== TASK ITEM ==
Extract only the lines running from the top of the entries to the line that holds "2px #8a7c5d) drop-shadow(0". Include that line and omit the pictures.

*** GIVEN INFORMATION ***

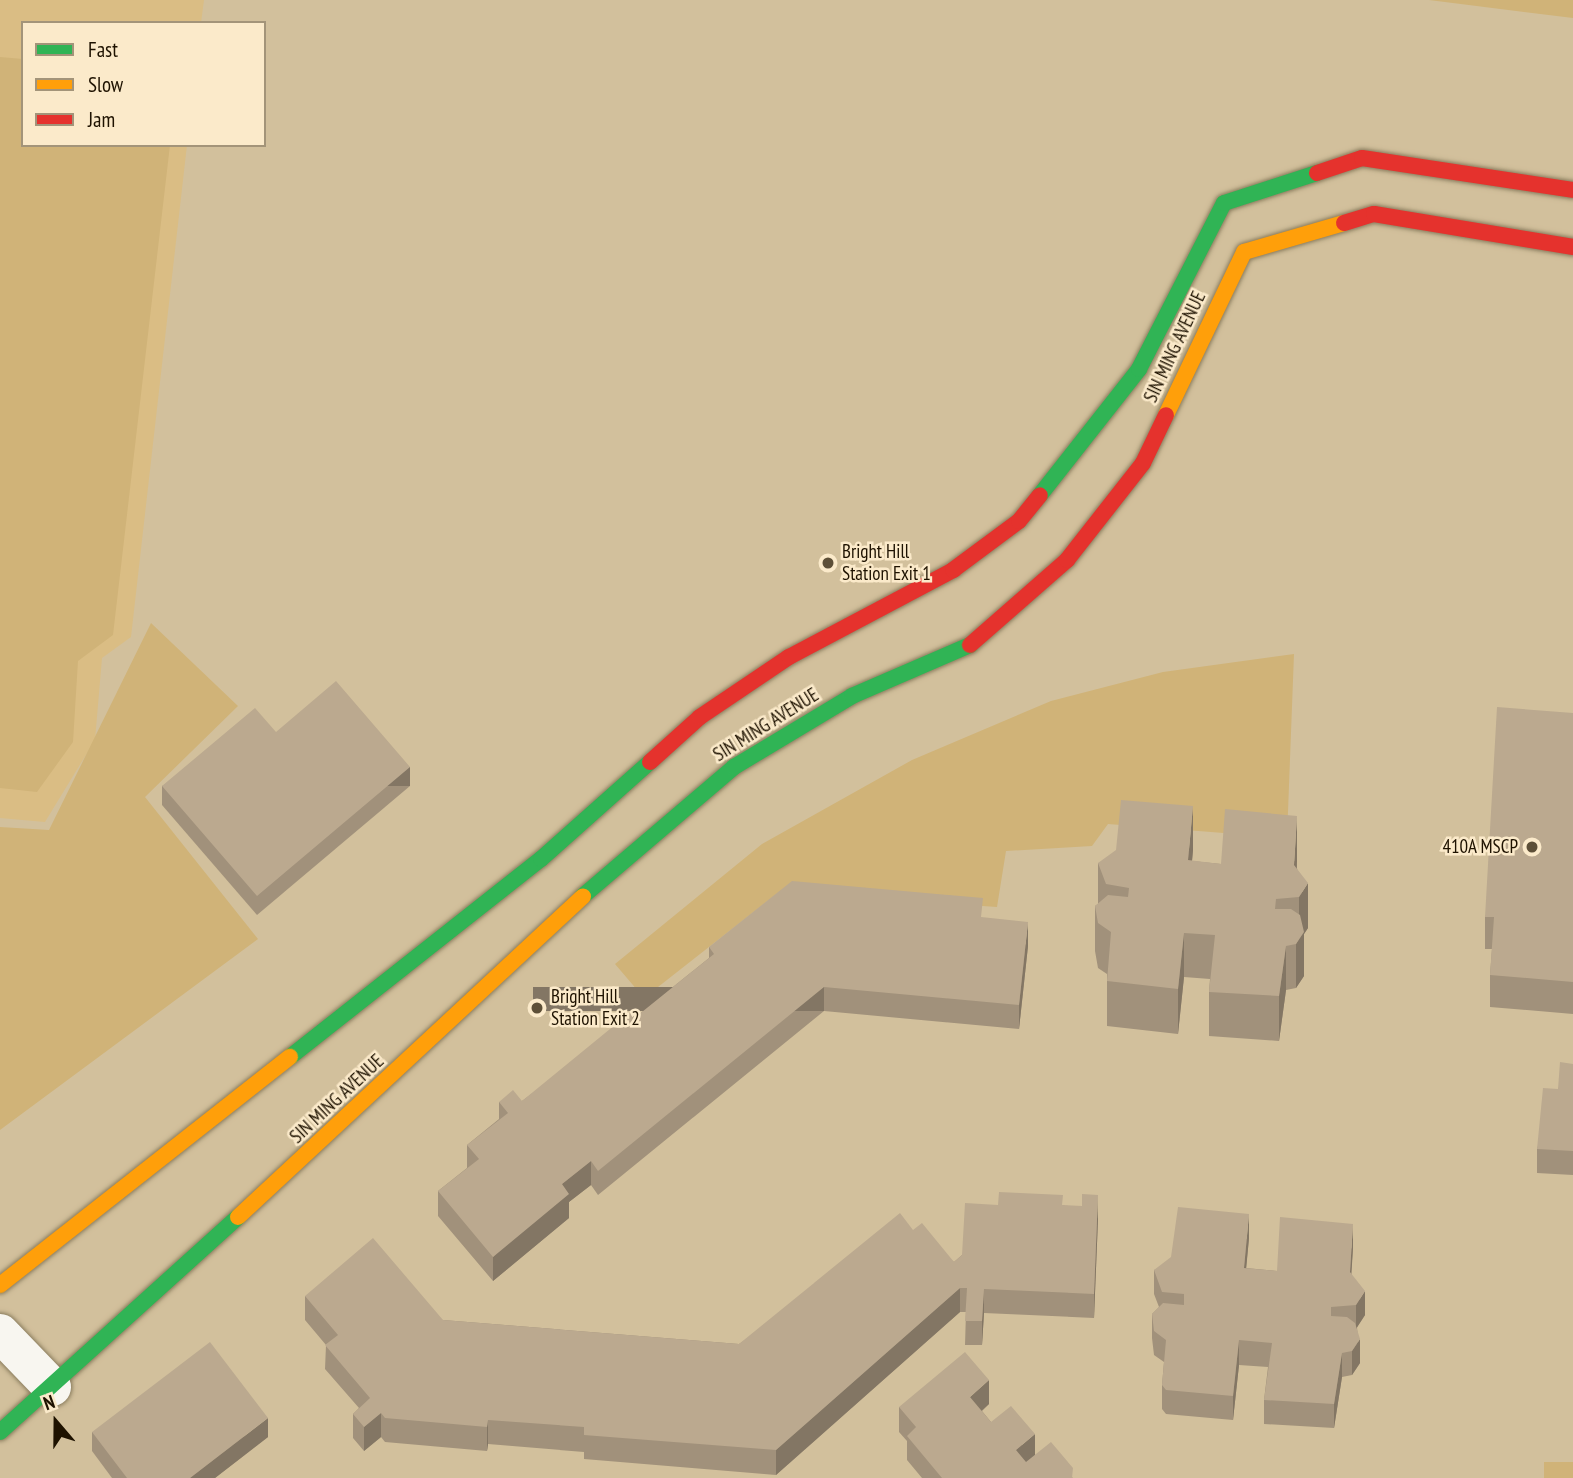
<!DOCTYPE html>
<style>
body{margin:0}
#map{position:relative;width:1573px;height:1478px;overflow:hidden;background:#d2c09c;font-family:"PT Sans Narrow",sans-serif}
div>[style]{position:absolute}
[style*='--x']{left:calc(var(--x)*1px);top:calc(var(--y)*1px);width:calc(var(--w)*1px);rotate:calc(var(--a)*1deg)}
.built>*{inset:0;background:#dabd84}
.green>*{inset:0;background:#d0b378;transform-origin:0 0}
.roads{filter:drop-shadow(0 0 2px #8a7c5d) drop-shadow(0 0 2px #8a7c5d)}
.street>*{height:38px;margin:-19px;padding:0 19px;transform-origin:19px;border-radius:19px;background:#f8f6f0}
.fast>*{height:16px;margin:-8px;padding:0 8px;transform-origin:8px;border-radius:8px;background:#30b455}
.slow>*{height:16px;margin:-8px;padding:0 8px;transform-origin:8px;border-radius:8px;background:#ff9f0a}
.jam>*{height:16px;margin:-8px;padding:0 8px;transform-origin:8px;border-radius:8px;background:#e5322d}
.wall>*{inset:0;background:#a1917b}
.shaded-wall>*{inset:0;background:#837664;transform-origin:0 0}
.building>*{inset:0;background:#bba98f}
.dots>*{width:19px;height:19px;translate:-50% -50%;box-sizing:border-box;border:4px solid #fbeaca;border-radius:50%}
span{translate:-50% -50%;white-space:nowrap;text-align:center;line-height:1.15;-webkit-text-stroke:5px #fbeaca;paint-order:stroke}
.street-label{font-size:19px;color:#1e1200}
.poi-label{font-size:19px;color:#1e1200}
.left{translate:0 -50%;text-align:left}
.right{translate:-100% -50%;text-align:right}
.legend{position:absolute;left:21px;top:21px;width:245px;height:126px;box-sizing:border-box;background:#fbeaca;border:2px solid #a39479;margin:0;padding:9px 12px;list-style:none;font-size:21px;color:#1e1200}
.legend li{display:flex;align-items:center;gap:14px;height:35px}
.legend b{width:35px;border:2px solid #a39479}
.north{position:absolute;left:21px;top:1387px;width:70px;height:70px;-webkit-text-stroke:5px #fbeaca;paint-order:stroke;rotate:340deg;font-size:19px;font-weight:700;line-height:28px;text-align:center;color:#1e1200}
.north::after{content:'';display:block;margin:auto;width:24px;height:32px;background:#1e1200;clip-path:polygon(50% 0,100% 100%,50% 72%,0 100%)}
</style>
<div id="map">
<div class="built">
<div style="clip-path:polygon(0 0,204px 0,201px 23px,23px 23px,23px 145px,187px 145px,131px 637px,102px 658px,95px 740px,45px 822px,0 818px)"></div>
</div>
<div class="green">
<div style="clip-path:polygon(1429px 0,1573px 0,1573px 18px)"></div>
<div style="clip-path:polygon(0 57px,23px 59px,23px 145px,170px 145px,113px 635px,78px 661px,73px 742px,37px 792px,0 788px)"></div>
<div style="clip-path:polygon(151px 623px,238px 706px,145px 797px,258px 939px,0 1130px,0 827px,49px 830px)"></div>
<div style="clip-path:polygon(1294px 654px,1287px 838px,1108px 824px,1092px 846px,1006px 851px,997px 907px,779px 892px,644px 998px,615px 964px,762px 844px,912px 760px,1051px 701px,1163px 672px)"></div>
<div style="left:1544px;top:1462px;width:29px;height:16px"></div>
</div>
<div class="roads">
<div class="street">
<div style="--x:0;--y:1333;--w:75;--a:46.1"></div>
</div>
<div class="fast">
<div style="--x:1040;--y:495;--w:160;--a:-51.8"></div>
<div style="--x:1139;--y:369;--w:186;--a:-62.9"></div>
<div style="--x:1224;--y:203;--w:98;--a:-17.9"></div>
<div style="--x:583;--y:896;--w:199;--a:-40.5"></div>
<div style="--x:734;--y:767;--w:138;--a:-31"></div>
<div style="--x:852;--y:696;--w:129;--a:-23.4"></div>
<div style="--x:290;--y:1057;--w:320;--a:-38.3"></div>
<div style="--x:541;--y:859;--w:146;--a:-41.7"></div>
<div style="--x:0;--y:1432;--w:321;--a:-42.1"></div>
</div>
<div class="slow">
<div style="--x:1166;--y:415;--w:181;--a:-64.4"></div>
<div style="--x:1244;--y:252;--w:104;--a:-16.2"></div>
<div style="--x:238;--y:1217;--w:471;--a:-42.9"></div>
<div style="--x:0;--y:1285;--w:369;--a:-38.2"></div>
</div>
<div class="jam">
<div style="--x:1317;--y:173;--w:47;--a:-18.4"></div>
<div style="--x:1362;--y:158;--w:213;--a:8.6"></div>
<div style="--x:1344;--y:223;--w:31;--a:-17"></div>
<div style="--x:1374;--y:214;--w:202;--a:9.4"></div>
<div style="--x:970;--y:645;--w:129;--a:-41.2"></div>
<div style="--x:1067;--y:560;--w:123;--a:-51.9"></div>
<div style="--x:1143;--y:463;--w:53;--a:-64.4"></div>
<div style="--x:650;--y:762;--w:67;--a:-42"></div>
<div style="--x:700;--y:717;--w:107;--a:-34"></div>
<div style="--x:789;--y:657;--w:186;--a:-27.9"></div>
<div style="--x:953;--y:570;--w:82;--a:-36.6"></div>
<div style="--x:1019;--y:521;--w:33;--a:-51"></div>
</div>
</div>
<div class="wall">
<div style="clip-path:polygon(1573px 713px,1573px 1014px,1490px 1007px,1490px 975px,1492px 949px,1485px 949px,1485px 917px)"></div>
<div style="clip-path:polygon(276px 732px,410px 786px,257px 915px,162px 805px,162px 786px)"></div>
<div style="clip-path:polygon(1193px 850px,1192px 861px,1221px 864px,1297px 861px,1297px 868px,1308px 928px,1304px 934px,1304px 976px,1296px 988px,1286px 990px,1279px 1041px,1209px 1036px,1209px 992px,1210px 979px,1184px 977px,1178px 1034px,1107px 1026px,1107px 974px,1098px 968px,1095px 951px,1095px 906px,1098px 904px,1098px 863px)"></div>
<div style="clip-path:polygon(983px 918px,1028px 946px,1019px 1029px,824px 1011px,598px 1195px,591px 1185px,569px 1202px,569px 1218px,493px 1281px,438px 1216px,438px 1191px,467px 1168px,467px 1145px,499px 1119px,499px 1102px,522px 1101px,637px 1016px,709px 958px,709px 947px)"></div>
<div style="clip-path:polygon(1573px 1064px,1573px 1175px,1537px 1173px,1537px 1149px,1558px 1089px)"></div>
<div style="clip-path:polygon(998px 1205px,1063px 1205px,1098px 1219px,1094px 1318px,984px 1313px,982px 1345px,965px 1345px,966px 1312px,960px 1312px,776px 1475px,584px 1459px,584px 1452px,488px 1444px,487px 1451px,385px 1442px,381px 1437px,364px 1451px,353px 1438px,353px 1414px,359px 1408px,325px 1369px,326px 1345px,305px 1320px,305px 1296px,443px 1320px,739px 1344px,913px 1230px,954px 1262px,962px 1255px)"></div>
<div style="clip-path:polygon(1249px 1238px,1246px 1268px,1277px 1271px,1353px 1248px,1351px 1274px,1365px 1315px,1357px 1327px,1360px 1363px,1352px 1375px,1342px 1377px,1334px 1428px,1264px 1424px,1264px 1400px,1268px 1367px,1239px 1365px,1233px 1420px,1166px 1414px,1162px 1409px,1162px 1385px,1164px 1362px,1154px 1355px,1152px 1338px,1152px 1314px,1159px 1307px,1154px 1294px,1154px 1270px)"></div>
<div style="clip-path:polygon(989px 1404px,982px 1411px,991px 1422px,1035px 1455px,1073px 1478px,922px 1478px,907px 1460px,907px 1441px,899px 1432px,899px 1407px)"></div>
<div style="clip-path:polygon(92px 1432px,268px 1437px,215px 1478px,112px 1478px,92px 1451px)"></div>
</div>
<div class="shaded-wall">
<div style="left:410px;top:767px;width:19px;height:200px;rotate:90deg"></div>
<div style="clip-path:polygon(1193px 806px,1193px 850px,1188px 905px,1188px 860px)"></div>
<div style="clip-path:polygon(1297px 816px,1297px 861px,1295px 898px,1294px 865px)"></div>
<div style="clip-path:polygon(1308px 883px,1308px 928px,1304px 934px,1304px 976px,1296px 988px,1296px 944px,1299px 939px,1299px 897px)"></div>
<div style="clip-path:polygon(1028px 922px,1028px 946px,1019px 1029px,1019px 1005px)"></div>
<div style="clip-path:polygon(1184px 933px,1184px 977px,1178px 1034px,1178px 989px)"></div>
<div style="clip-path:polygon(1286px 946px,1286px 990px,1279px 1041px,1279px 996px)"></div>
<div style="left:824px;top:987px;width:24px;height:291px;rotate:90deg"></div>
<div style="clip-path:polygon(591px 1161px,591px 1185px,569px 1202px,569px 1218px,493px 1281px,493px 1257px,562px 1184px)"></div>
<div style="clip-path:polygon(1098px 1195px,1098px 1219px,1094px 1318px,1094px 1294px)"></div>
<div style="clip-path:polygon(1249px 1214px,1249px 1238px,1244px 1292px,1244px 1268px)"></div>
<div style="clip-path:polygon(1353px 1224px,1353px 1248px,1350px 1296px,1350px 1272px)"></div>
<div style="clip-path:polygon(960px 1288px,960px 1312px,776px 1475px,776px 1450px)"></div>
<div style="clip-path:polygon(984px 1289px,984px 1313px,982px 1345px,982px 1321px)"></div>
<div style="clip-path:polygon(1365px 1291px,1365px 1315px,1356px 1329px,1356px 1305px)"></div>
<div style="clip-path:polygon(1360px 1339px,1360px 1363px,1352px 1375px,1352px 1351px)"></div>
<div style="clip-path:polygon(1239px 1340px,1239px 1365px,1233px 1420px,1233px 1396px)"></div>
<div style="clip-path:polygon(1342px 1353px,1342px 1377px,1334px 1428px,1334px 1404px)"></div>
<div style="clip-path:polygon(989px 1380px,989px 1404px,970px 1421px,970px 1397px)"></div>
<div style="clip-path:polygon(381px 1413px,381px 1437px,364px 1451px,364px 1427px)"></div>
<div style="clip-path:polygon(268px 1418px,268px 1437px,215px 1478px,190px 1478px)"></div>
<div style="clip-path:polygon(488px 1420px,488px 1444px,487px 1451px,487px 1427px)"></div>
<div style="clip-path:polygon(1035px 1434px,1035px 1458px,1016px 1474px,1016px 1450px)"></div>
</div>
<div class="building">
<div style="clip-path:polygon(336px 681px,410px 767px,257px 896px,162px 786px,255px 708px,276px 732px)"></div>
<div style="clip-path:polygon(1497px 707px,1573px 713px,1573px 982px,1490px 975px,1494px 917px,1485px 917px)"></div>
<div style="clip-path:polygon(1121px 800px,1193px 806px,1188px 860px,1221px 864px,1225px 809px,1297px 816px,1294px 865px,1308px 883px,1299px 897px,1276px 899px,1275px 909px,1291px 909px,1300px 915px,1304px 932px,1296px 944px,1286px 946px,1279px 996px,1209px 992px,1215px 935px,1184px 933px,1178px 989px,1107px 981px,1111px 932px,1098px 923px,1095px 906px,1108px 895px,1128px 897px,1129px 888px,1106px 884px,1098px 863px,1116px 850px)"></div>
<div style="clip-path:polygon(792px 881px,983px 898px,981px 917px,1028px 922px,1019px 1005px,824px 987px,598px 1171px,591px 1161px,562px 1184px,569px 1194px,493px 1257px,438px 1191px,479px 1159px,467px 1145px,508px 1113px,499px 1102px,513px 1090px,522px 1101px,632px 1011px,637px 1016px,714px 954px,709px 947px)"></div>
<div style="clip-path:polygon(1560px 1062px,1573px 1064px,1573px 1151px,1537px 1149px,1543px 1088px,1558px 1089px)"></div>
<div style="clip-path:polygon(999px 1192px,1063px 1195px,1062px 1205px,1082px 1206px,1082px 1194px,1098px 1195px,1094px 1294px,984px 1289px,982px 1321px,965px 1321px,967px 1288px,960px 1288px,776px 1450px,584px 1435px,584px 1427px,488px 1420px,487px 1427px,385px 1418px,381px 1413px,364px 1427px,353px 1414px,370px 1398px,325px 1345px,338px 1335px,305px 1296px,373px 1238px,443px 1320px,739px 1344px,900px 1213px,913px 1230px,922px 1223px,954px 1262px,962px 1255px,965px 1203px,998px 1205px)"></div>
<div style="clip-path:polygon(1178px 1207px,1249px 1214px,1244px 1268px,1277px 1271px,1280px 1217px,1353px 1224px,1350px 1272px,1365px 1291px,1356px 1305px,1331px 1307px,1331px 1316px,1347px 1317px,1355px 1323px,1360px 1339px,1352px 1351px,1342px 1353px,1334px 1404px,1264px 1400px,1272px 1343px,1239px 1340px,1233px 1396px,1166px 1390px,1162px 1385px,1166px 1340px,1154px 1331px,1152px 1314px,1163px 1303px,1184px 1305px,1184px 1294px,1162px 1292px,1154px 1270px,1171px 1257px)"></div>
<div style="clip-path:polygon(210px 1342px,268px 1418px,190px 1478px,127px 1478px,92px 1432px)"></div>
<div style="clip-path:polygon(965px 1352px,989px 1380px,970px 1397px,991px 1422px,1011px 1406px,1035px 1434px,1016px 1450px,1026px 1462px,1051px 1442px,1073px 1468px,1072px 1478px,942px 1478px,907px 1436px,916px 1427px,899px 1407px)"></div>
</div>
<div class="dots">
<div style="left:828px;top:563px;background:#5d4f37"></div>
<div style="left:1532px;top:847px;background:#5d4f37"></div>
<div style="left:537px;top:1008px;background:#5d4f37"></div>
</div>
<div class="street-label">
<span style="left:1175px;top:347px;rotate:-65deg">SIN MING AVENUE</span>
<span style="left:766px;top:725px;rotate:-32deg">SIN MING AVENUE</span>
<span style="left:337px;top:1099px;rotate:-43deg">SIN MING AVENUE</span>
</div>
<div class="poi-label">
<span class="left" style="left:842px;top:563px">Bright Hill<br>Station Exit 1</span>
<span class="right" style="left:1518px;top:847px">410A MSCP</span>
<span class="left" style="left:551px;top:1008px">Bright Hill<br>Station Exit 2</span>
</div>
<ul class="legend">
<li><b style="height:9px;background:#30b455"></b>Fast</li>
<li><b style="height:9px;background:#ff9f0a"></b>Slow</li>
<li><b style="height:9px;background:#e5322d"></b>Jam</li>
</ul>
<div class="north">N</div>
</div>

*** End of GIVEN INFORMATION ***

== TASK RESULT ==
<!DOCTYPE html>
<style>
body{margin:0}
#map{position:relative;width:1573px;height:1478px;overflow:hidden;background:#d2c09c;font-family:"PT Sans Narrow",sans-serif}
div>[style]{position:absolute}
[style*='--x']{left:calc(var(--x)*1px);top:calc(var(--y)*1px);width:calc(var(--w)*1px);rotate:calc(var(--a)*1deg)}
.built>*{inset:0;background:#dabd84}
.green>*{inset:0;background:#d0b378;transform-origin:0 0}
.roads{filter:drop-shadow(0 0 2px #8a7c5d) drop-shadow(0 0 2px #8a7c5d)}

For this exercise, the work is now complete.